**** Provided information
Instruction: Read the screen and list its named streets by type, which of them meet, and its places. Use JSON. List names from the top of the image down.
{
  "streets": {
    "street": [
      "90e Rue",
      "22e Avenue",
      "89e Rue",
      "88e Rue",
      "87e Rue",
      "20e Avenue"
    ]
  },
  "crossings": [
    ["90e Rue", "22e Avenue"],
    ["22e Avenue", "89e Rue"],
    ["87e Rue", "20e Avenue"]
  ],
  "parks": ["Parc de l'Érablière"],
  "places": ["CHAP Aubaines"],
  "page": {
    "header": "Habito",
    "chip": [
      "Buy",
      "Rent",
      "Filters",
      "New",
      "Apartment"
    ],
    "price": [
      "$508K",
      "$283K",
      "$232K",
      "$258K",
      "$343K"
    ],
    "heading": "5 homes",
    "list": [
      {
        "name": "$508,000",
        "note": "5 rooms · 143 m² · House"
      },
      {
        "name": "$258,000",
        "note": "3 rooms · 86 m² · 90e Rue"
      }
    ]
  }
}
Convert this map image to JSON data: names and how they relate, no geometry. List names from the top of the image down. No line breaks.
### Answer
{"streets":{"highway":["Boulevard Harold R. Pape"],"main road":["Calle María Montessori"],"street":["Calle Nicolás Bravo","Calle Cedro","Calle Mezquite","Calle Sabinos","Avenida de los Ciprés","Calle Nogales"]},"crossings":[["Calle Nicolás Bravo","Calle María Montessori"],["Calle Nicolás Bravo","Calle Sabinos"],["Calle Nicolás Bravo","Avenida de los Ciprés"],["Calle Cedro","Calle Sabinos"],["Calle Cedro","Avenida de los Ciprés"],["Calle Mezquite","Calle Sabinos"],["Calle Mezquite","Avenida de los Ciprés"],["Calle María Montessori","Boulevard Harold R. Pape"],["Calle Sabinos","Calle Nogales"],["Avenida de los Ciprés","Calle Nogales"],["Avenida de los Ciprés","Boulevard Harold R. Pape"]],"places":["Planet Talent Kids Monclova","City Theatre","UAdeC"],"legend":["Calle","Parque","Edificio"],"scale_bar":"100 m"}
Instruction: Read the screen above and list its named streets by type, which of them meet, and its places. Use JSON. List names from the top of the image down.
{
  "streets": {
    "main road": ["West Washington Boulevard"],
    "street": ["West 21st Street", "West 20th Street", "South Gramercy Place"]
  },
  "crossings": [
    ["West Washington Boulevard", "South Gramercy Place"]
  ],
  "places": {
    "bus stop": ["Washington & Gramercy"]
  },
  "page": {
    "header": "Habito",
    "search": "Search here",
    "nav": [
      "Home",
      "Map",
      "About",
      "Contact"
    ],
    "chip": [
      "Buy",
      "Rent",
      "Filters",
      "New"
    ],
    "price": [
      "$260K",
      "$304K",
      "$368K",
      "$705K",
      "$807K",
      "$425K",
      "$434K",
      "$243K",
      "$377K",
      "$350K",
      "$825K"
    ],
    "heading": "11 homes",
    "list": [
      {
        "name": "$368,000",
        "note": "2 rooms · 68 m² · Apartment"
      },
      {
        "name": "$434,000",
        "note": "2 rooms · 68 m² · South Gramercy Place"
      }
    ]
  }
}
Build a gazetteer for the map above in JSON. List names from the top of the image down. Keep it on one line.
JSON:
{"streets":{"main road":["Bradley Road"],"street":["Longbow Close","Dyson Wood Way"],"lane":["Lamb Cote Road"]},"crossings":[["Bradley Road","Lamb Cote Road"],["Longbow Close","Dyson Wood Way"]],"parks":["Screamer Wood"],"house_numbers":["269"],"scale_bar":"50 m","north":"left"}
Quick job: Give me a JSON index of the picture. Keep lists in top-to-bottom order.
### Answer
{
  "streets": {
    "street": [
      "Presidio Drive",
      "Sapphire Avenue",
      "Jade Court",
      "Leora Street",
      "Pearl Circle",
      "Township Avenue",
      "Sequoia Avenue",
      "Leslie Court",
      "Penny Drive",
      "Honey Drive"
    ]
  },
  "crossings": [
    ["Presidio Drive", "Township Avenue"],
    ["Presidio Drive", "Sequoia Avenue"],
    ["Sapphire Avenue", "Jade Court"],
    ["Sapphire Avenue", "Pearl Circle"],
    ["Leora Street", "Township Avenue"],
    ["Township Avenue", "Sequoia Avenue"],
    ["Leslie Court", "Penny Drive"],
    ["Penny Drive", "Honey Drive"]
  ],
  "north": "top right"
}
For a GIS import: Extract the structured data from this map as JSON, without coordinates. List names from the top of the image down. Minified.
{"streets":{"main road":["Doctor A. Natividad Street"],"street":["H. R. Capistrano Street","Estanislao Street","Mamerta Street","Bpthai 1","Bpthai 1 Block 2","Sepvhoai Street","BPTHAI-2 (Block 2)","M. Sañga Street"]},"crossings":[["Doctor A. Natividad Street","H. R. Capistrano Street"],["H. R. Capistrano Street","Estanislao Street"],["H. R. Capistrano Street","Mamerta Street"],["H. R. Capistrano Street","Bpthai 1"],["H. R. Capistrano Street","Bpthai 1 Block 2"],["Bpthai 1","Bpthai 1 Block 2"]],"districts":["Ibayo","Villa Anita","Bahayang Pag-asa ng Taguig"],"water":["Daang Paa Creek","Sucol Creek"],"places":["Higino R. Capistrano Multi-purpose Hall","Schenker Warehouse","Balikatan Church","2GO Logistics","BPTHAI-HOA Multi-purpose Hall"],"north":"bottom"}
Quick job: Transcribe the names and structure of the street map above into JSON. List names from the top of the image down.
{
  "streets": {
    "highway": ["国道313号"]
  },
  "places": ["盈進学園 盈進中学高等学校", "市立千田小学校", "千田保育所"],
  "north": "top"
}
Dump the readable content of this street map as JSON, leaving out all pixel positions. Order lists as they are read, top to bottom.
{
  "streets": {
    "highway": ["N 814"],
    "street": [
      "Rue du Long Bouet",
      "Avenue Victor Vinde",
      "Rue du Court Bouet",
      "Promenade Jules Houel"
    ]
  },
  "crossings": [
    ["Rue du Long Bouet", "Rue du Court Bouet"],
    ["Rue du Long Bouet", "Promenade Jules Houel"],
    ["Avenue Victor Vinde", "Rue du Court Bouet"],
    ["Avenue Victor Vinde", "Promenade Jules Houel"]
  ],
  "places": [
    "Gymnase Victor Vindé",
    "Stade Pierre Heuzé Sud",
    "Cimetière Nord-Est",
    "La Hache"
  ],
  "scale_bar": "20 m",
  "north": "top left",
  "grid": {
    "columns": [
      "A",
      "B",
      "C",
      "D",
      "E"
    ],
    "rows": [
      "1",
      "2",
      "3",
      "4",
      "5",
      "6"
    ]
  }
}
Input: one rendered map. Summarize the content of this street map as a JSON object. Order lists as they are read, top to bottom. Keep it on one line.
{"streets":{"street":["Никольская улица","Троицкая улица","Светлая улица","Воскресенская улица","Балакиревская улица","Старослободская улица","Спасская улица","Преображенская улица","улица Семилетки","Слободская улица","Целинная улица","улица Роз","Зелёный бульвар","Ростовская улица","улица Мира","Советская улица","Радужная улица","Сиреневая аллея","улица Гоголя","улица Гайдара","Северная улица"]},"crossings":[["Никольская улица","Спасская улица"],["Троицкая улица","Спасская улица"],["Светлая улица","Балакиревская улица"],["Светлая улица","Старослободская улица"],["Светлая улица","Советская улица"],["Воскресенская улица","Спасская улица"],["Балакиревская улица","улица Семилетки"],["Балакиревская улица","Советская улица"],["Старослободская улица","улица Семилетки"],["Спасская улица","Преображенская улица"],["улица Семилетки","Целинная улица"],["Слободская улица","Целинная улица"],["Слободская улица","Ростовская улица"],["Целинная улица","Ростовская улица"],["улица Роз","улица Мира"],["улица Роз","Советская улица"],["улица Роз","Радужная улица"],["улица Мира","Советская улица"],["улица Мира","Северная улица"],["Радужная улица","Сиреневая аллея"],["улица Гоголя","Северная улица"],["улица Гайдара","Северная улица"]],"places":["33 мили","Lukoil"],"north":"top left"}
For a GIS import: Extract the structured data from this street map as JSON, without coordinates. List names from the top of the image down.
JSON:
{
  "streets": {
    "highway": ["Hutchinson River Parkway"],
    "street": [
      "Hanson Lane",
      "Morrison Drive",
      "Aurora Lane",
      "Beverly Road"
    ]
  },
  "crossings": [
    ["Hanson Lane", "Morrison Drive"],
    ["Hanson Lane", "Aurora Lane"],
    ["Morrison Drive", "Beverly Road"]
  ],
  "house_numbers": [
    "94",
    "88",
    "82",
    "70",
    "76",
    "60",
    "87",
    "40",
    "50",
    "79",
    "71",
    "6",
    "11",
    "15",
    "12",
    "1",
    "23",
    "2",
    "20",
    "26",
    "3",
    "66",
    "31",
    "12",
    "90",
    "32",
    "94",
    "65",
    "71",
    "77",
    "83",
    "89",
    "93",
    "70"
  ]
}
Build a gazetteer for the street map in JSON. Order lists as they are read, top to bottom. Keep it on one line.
********
→ **Task statement**: Out of the preceding entries, pull each line that contains the word "Build".

→ **Task answer**:
Build a gazetteer for the map above in JSON. List names from the top of the image down. Keep it on one line.
Build a gazetteer for the street map in JSON. Order lists as they are read, top to bottom. Keep it on one line.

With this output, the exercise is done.